Interactive Data Vizualization with R and Plotly

Megan A. Jones, Leah A. Wasser
Table of Contents

Plotly - Interactive (and Online) Plots

Plotly bills itself as "a collaborative platform for modern data science". You can use it to build interactive plots that can easily be shared with others (like the Quantifying The Drivers and Impacts of Natural Disturbance Events – The 2013 Colorado Floods lessons).

You will need an free online Plotly account to post & share you plots online. But you can create the plots and use them on your local computer without an account. If you do not wish to share plots online you can skip to Step 3: Create Plotly plot.

Additional information on the plotly R package can be found on the Plotly R Getting Started page.

Note: Plotly doesn't just work with R -- other programs include Python, MATLAB, Excel, and JavaScript.

Step 1: Create account

If you do not already have an account, you need to set up an account by visiting the Plotly website and following the directions there.

Step 2: Connect account to R

To share plots from R (or RStudio) to Plotly, you have to connect to your account. This is done through an API (Application Program Interface). You can find your username & API key in your profile settings on the Plotly website under the "API key" menu option.

To link your account to your R, use the following commands, substituting in your own username & key as appropriate.

# set plotly user name
# set plotly API key

Step 3: Create Plotly plot

There are lots of ways to plot with the plotly package. We briefly describe two basic functions plotly() and ggplotly().
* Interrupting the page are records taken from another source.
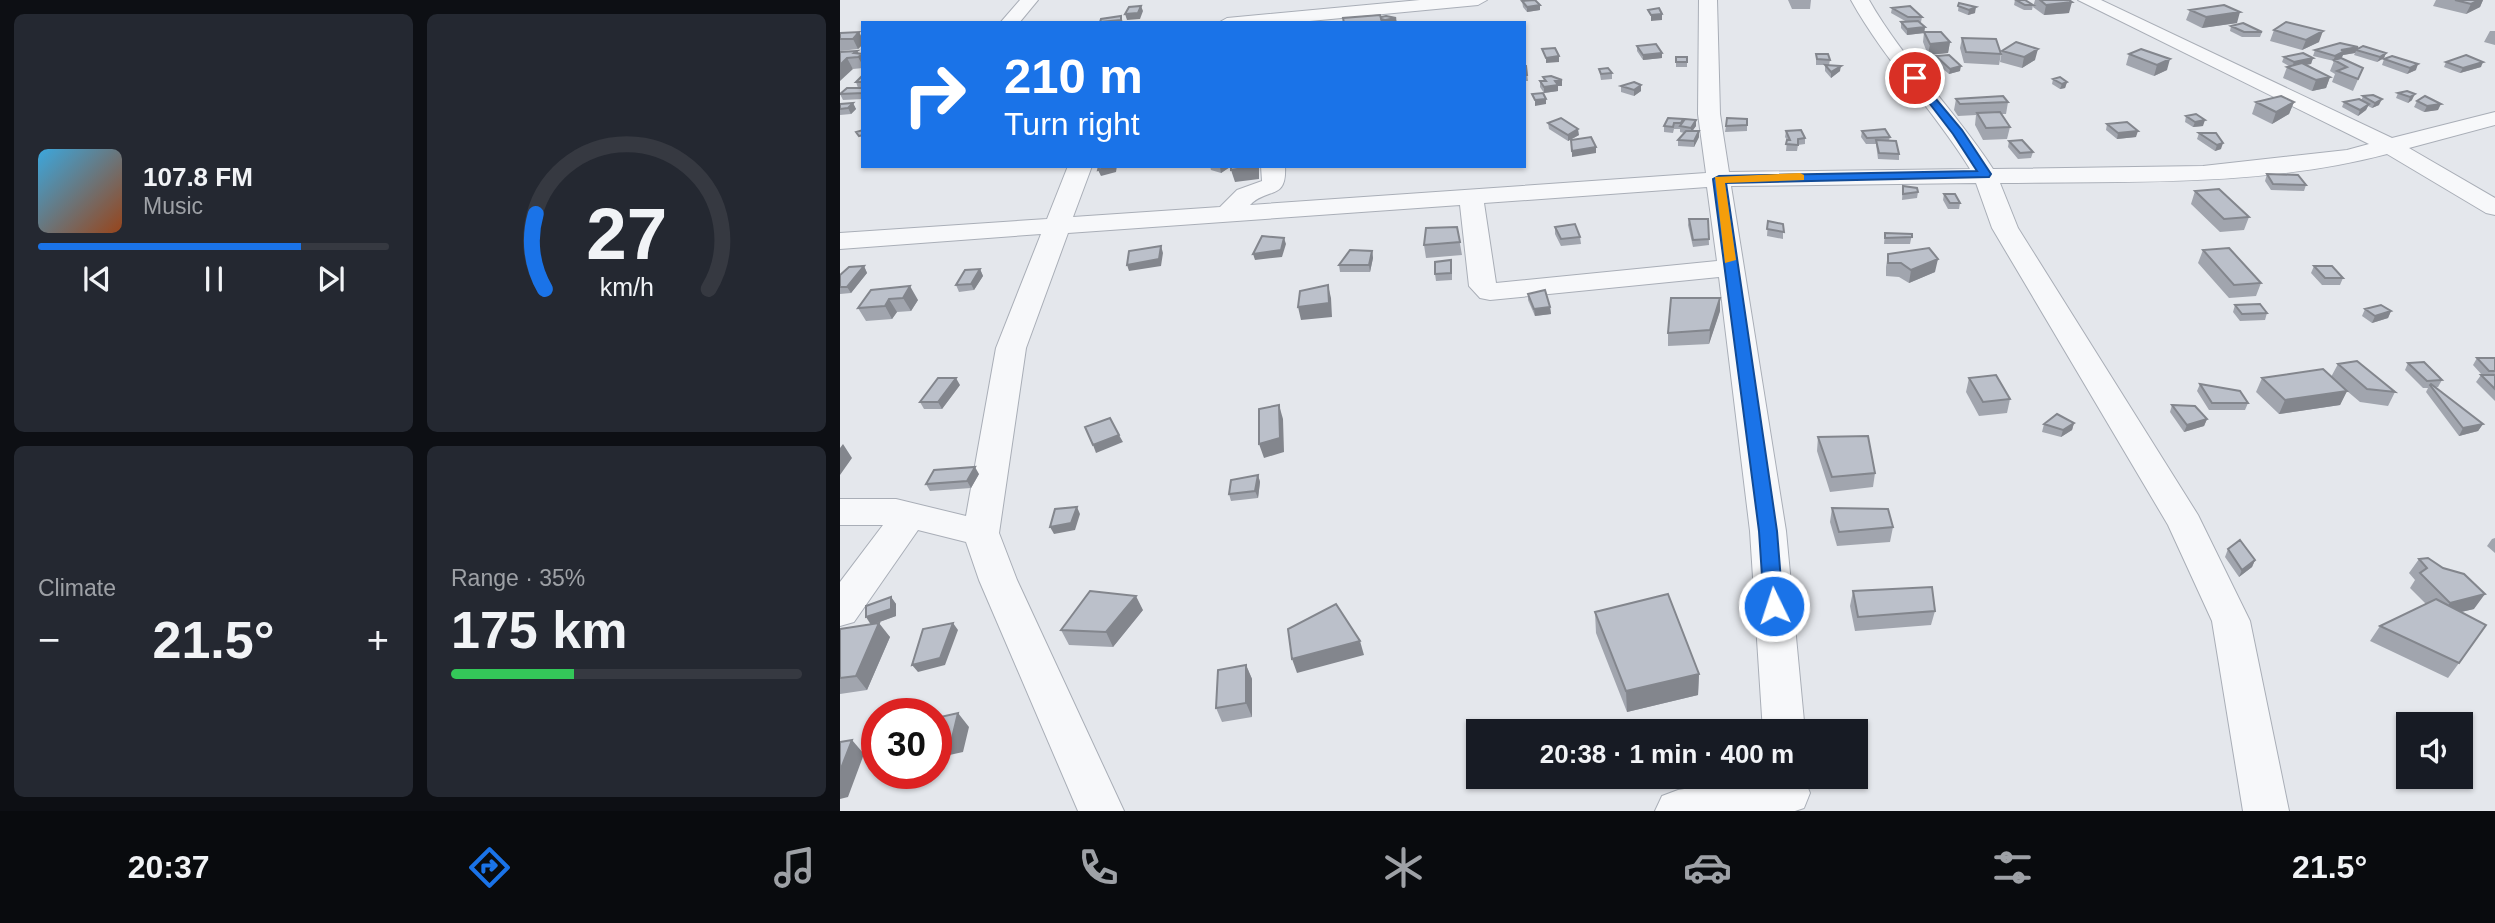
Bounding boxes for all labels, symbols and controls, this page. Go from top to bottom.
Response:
pin [1885,48,1945,108]
icon: right [889,49,980,140]
text: 210 m [1004,49,1143,103]
icon: arrive [1896,59,1934,97]
text: Turn right [1004,106,1140,142]
text: 107.8 FM [143,162,253,192]
text: Music [143,193,203,219]
text: 27 [586,194,667,275]
icon: previous [78,260,116,298]
icon: pause [195,260,233,298]
icon: next [312,260,350,298]
text: km/h [599,273,654,301]
text: Range · 35% [451,565,585,591]
position arrow [1737,569,1811,643]
text: Climate [38,575,116,601]
text: 175 km [451,601,627,659]
text: 21.5° [152,611,275,669]
text: − [38,619,60,661]
text: + [367,619,389,661]
speed limit sign: 30 [861,698,952,789]
map controls [2396,712,2473,789]
button: sound [2396,712,2473,789]
text: 20:38 · 1 min · 400 m [1540,739,1794,769]
icon: directions [465,843,514,892]
icon: music [770,843,819,892]
icon: phone [1074,843,1123,892]
icon: climate [1379,843,1428,892]
icon: car [1683,843,1732,892]
icon: filters [1988,843,2037,892]
text: 20:37 [128,849,210,885]
text: 21.5° [2292,849,2367,885]

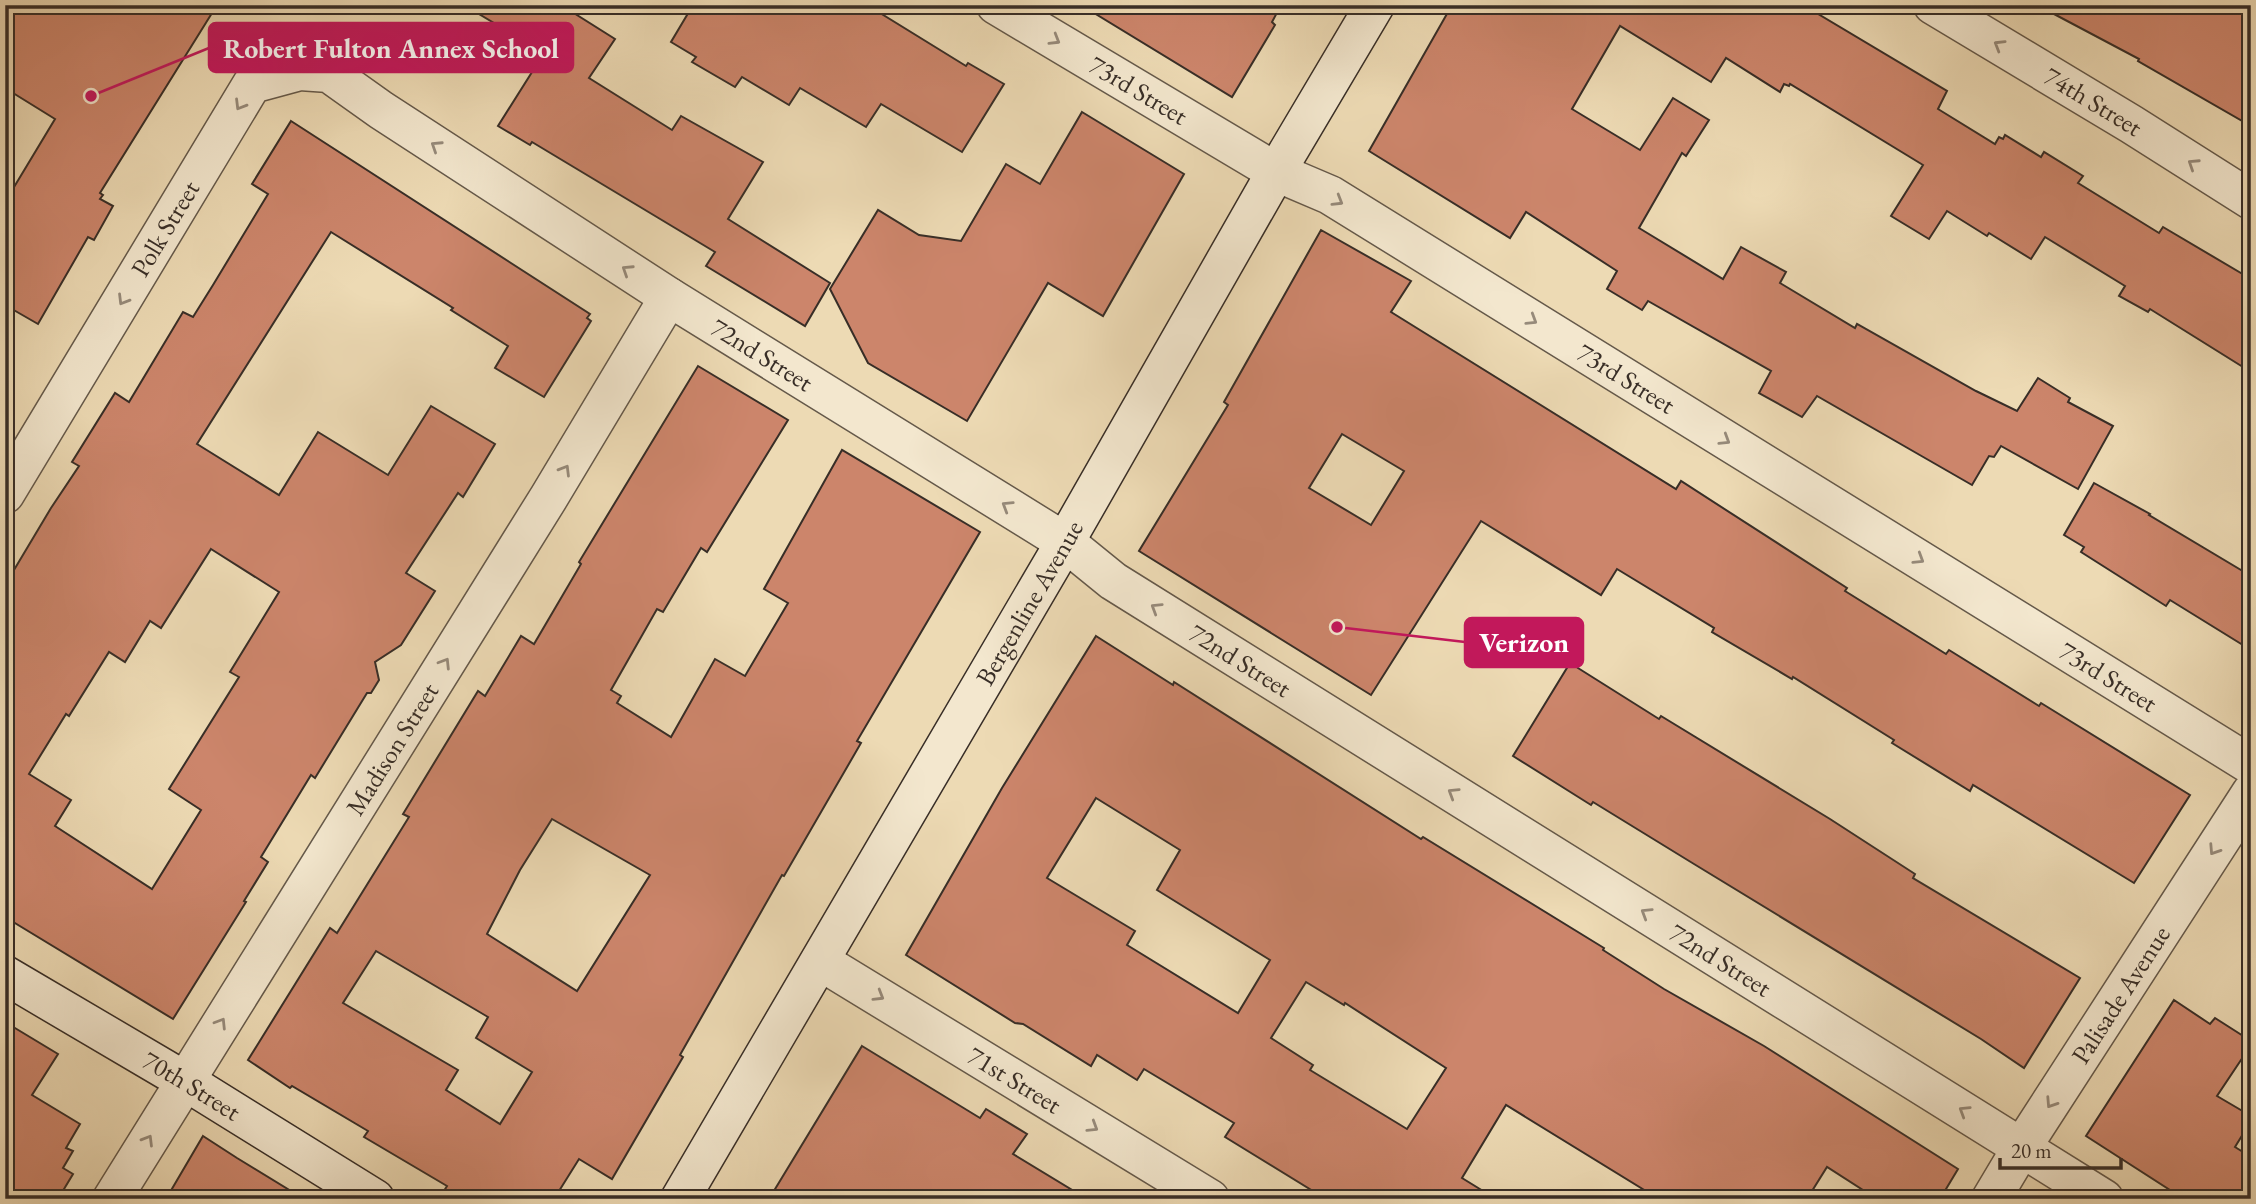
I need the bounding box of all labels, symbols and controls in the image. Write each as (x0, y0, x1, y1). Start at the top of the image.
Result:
callout: Robert Fulton Annex School (209, 23, 573, 72)
text: Robert Fulton Annex School (223, 30, 559, 66)
one-way arrow (1048, 32, 1061, 45)
one-way arrow (1994, 40, 2007, 53)
street label: 73rd Street (1083, 47, 1194, 133)
street label: 74th Street (2038, 59, 2149, 144)
one-way arrow (235, 97, 248, 110)
one-way arrow (431, 142, 444, 154)
one-way arrow (2188, 159, 2201, 172)
street label: Polk Street (123, 174, 207, 283)
one-way arrow (1331, 192, 1344, 205)
one-way arrow (622, 265, 635, 278)
one-way arrow (118, 292, 131, 305)
street label: 72nd Street (704, 310, 819, 399)
one-way arrow (1524, 312, 1537, 325)
street label: 73rd Street (1571, 335, 1682, 421)
one-way arrow (1718, 431, 1731, 444)
one-way arrow (557, 464, 570, 477)
one-way arrow (1002, 502, 1015, 515)
street label: Bergenline Avenue (968, 514, 1091, 691)
one-way arrow (1911, 551, 1924, 564)
one-way arrow (1150, 603, 1163, 616)
street label: 72nd Street (1183, 616, 1298, 705)
callout: Verizon (1465, 618, 1583, 667)
text: Verizon (1479, 624, 1569, 660)
street label: 73rd Street (2053, 633, 2164, 720)
one-way arrow (437, 658, 450, 671)
street label: Madison Street (338, 676, 446, 822)
one-way arrow (1447, 788, 1460, 801)
one-way arrow (2209, 842, 2222, 855)
one-way arrow (1641, 909, 1654, 922)
street label: 72nd Street (1663, 915, 1778, 1004)
street label: Palisade Avenue (2063, 919, 2178, 1070)
one-way arrow (871, 987, 884, 1000)
one-way arrow (213, 1017, 226, 1030)
street label: 71st Street (961, 1038, 1068, 1121)
street label: 70th Street (136, 1043, 247, 1128)
one-way arrow (2046, 1095, 2059, 1108)
one-way arrow (1959, 1106, 1972, 1119)
one-way arrow (1086, 1119, 1099, 1132)
scale bar (2000, 1127, 2121, 1171)
one-way arrow (139, 1135, 152, 1148)
text: 20 m (2011, 1137, 2052, 1164)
For more information on plotting in R with Plotly, check out the Plotly R library page.

Here we use the example dataframe economics that comes with the package.

# load packages
library(ggplot2) # to create plots and feed to ggplotly()
library(plotly)  # to create interactive plots

# view str of example dataset

## Classes 'tbl_df', 'tbl' and 'data.frame':    574 obs. of  6 variables:
##  $ date    : Date, format: "1967-07-01" "1967-08-01" ...
##  $ pce     : num  507 510 516 513 518 ...
##  $ pop     : int  198712 198911 199113 199311 199498 199657 199808 199920 200056 200208 ...
##  $ psavert : num  12.5 12.5 11.7 12.5 12.5 12.1 11.7 12.2 11.6 12.2 ...
##  $ uempmed : num  4.5 4.7 4.6 4.9 4.7 4.8 5.1 4.5 4.1 4.6 ...
##  $ unemploy: int  2944 2945 2958 3143 3066 3018 2878 3001 2877 2709 ...

# plot with the plot_ly function
unempPerCapita <- plot_ly(x =economics$date, y = economics$unemploy/economics$pop)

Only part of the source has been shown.